Gender differences in PISA

Author

Katy Bray

Published

February 7, 2024

Gender differences in PISA2022 data?

I wanted to compare the maths and reading scores and then the science and maths scores and see if there were any gender differences. As expected for both comparisons there is a positive correlation for both genders. There is not much difference between the line of best fit when comparing science and maths, maybe to be expected: as it is a similar skill set? However, looking at the comparison of the reading and maths scores, it is interesting to note that as the scores increase the distance between the line of best fit for different genders increases, slightly so that the males are slightly higher in maths scores compared to females.

library(arrow)
library(tidyverse)
PISA_2022 <- read_parquet("/Users/k1765032/Library/CloudStorage/GoogleDrive-richardandrewbrock@gmail.com/.shortcut-targets-by-id/1c3CkaEBOICzepArDfjQUP34W2BYhFjM4/PISR/Data/PISA/2022/PISA_student_2022_subset.parquet")


maths_read <- PISA_2022 %>%
 select(ST004D01T, PV1READ, PV1MATH)%>%
 na.omit()

ggplot (data =maths_read, aes (x= PV1READ, y =PV1MATH, colour = ST004D01T)) +
geom_point(size =0.1) +
geom_smooth(method = 'lm') +
xlab("Read Score") + 
ylab("Maths Score") +
ggtitle("Comparision of maths and read score, by gender") +
theme(legend.position = "bottom") +
labs(colour ="Gender")

maths_sci <- PISA_2022 %>%
  select(ST004D01T, PV1SCIE, PV1MATH)%>%
  na.omit()

ggplot(data = maths_sci, aes(x = PV1SCIE, y =PV1MATH, colour = ST004D01T)) +
 geom_point(size =0.1) +
 geom_smooth(method = 'lm') +
 xlab("science Score") +
 ylab("Maths Score") +
 ggtitle("Comparision of maths and science Score, by gender")+
 theme(legend.position = "bottom")+
 labs(colour="Gender")

I then wanted to see if the United Kingdom followed the same pattern.
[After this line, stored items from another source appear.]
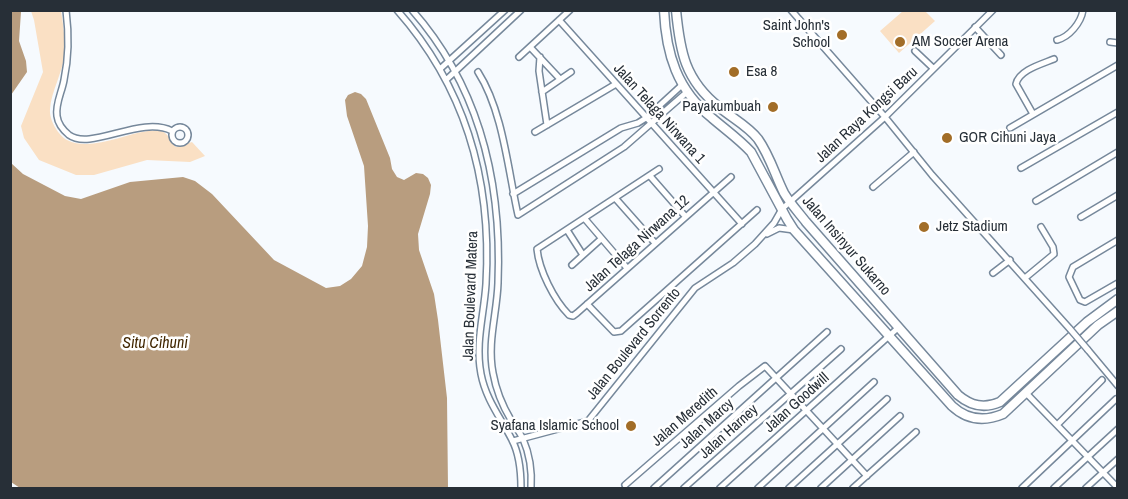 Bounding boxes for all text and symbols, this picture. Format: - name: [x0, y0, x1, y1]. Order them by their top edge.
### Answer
- place label: Saint John's School: [763, 17, 830, 52]
- marker: Saint John's School: [835, 28, 849, 42]
- place label: AM Soccer Arena: [912, 33, 1008, 51]
- marker: AM Soccer Arena: [893, 35, 907, 49]
- street label: Jalan Telaga Nirwana 1: [609, 60, 709, 168]
- place label: Esa 8: [746, 63, 777, 81]
- street label: Jalan Raya Kongsi Baru: [812, 63, 922, 167]
- marker: Esa 8: [727, 65, 741, 79]
- place label: Payakumbuah: [682, 98, 761, 116]
- marker: Payakumbuah: [766, 100, 780, 114]
- place label: GOR Cihuni Jaya: [959, 129, 1056, 147]
- marker: GOR Cihuni Jaya: [940, 131, 954, 145]
- street label: Jalan Telaga Nirwana 12: [581, 192, 693, 296]
- street label: Jalan Insinyur Sukarno: [798, 193, 894, 299]
- place label: Jetz Stadium: [936, 218, 1008, 236]
- marker: Jetz Stadium: [917, 220, 931, 234]
- street label: Jalan Boulevard Matera: [460, 231, 482, 361]
- street label: Jalan Boulevard Sorrento: [583, 284, 685, 404]
- water label: Situ Cihuni: [122, 334, 188, 354]
- street label: Jalan Goodwill: [761, 369, 833, 437]
- street label: Jalan Meredith: [648, 384, 722, 450]
- street label: Jalan Marcy: [676, 395, 738, 453]
- street label: Jalan Harney: [696, 401, 762, 463]
- place label: Syafana Islamic School: [490, 417, 619, 435]
- marker: Syafana Islamic School: [624, 419, 638, 433]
There are similar trends, but the gap between female and male reading and maths scores starts a little earlier.

maths_read_UK <- PISA_2022 %>%
 select(ST004D01T, PV1READ, PV1MATH, CNT)%>%
 na.omit() %>%
 filter (CNT == "United Kingdom")

ggplot (data =maths_read_UK, aes(x= PV1READ, y =PV1MATH, colour = ST004D01T))+
geom_point(size =0.1) +
geom_smooth (method = 'lm')+
xlab("Read Score")+ 
ylab("Maths Score")+
ggtitle("Comparision of maths and read Score, by gender, in United Kingdom")+
theme(legend.position = "bottom")+
labs(colour ="Gender")

Then I wanted to see the trends using a bar chart, as I wondered if this would be clearer. In all countries there is a higher % of males that have maths scores better than reading scores.
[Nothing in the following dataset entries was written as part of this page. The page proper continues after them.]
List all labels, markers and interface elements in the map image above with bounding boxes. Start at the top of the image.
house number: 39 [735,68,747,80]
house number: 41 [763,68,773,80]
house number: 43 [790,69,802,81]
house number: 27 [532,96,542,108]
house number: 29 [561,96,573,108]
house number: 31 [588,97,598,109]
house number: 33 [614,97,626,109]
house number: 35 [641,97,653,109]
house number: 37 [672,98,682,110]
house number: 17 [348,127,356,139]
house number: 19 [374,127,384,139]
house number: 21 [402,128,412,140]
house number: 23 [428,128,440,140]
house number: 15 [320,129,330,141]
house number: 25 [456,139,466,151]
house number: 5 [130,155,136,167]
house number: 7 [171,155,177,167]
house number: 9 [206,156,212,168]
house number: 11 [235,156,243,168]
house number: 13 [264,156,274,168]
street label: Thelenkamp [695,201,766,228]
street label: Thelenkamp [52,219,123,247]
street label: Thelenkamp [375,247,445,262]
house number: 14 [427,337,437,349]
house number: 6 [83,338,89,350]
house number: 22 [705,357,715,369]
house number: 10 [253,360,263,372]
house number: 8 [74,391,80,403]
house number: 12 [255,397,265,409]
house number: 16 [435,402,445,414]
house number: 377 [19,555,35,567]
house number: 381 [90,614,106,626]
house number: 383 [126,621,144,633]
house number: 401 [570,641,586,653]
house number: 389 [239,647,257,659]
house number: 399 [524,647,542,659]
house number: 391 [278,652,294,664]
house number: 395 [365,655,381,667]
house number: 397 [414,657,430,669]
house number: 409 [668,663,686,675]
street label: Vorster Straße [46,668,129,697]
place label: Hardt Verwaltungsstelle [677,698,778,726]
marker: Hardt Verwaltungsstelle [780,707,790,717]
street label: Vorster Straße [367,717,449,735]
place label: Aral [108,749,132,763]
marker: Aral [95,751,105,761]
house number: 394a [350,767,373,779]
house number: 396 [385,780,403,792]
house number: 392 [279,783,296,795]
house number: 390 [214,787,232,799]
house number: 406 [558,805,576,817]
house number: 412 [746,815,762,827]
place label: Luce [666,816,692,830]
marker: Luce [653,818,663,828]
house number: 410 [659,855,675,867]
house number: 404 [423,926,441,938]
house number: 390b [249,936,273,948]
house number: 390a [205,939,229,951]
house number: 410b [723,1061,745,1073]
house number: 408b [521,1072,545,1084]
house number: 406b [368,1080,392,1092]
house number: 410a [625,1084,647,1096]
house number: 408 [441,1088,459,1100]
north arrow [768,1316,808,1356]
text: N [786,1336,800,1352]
maths_better <- PISA_2022 %>%
 mutate(maths_better = PV1READ< PV1MATH) %>%
 select(ST004D01T, PV1READ, PV1MATH, CNT, maths_better) %>%
 filter(!is.na(ST004D01T),!is.na(maths_better)) %>%
 group_by (ST004D01T, CNT) %>%
 mutate(students_n = n()) %>%
 filter(maths_better =="TRUE") %>% 
group_by (ST004D01T, CNT, maths_better) %>%
   summarise(n =n(),
             per = 100*n/unique(students_n))
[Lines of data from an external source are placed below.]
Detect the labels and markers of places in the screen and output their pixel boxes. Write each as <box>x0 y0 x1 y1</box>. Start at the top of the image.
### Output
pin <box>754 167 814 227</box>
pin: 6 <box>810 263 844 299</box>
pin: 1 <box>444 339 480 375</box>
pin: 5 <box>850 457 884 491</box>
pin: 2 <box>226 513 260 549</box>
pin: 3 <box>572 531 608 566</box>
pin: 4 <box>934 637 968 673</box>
maths_bettersci <- PISA_2022 %>%
  mutate(maths_better = PV1SCIE< PV1MATH) %>%
  select(ST004D01T, PV1SCIE, PV1MATH, CNT, maths_better) %>%  
  filter(!is.na(ST004D01T),!is.na(maths_better)) %>%
  group_by (ST004D01T, CNT) %>%
  mutate(students_n = n()) %>%
  filter(maths_better =="TRUE") %>% 
  group_by(ST004D01T, CNT, maths_better) %>% 
  summarise(n =n(), 
            per = 100*n/unique(students_n))
  
ggplot(data = maths_bettersci, 
       aes (x = CNT, y = per))+
geom_bar(aes(fill = ST004D01T), 
         position = position_dodge(),
        stat="identity") +
theme(axis.text.x = element_text(angle = 90, vjust = 0.5, hjust=1)) +
theme(legend.position = "bottom") +
xlab("Country") +
ylab("% students maths better than science") +
ggtitle("Comparision of maths and science score, by country and gender") + 
labs(fill ="Gender")

I then looked at comparing maths and science scores. It is interesting that there is not so much of a gender difference, it would appear that the % of males doing better in maths compared to science and read are similar, but when comparing science to maths, here the % of females who do better in maths when compared to science is higher than when compared to read. Then comparing reading and science scores. This time % read was better. Here the % of females for every country is higher than male. It appears as if there is an international trend generally.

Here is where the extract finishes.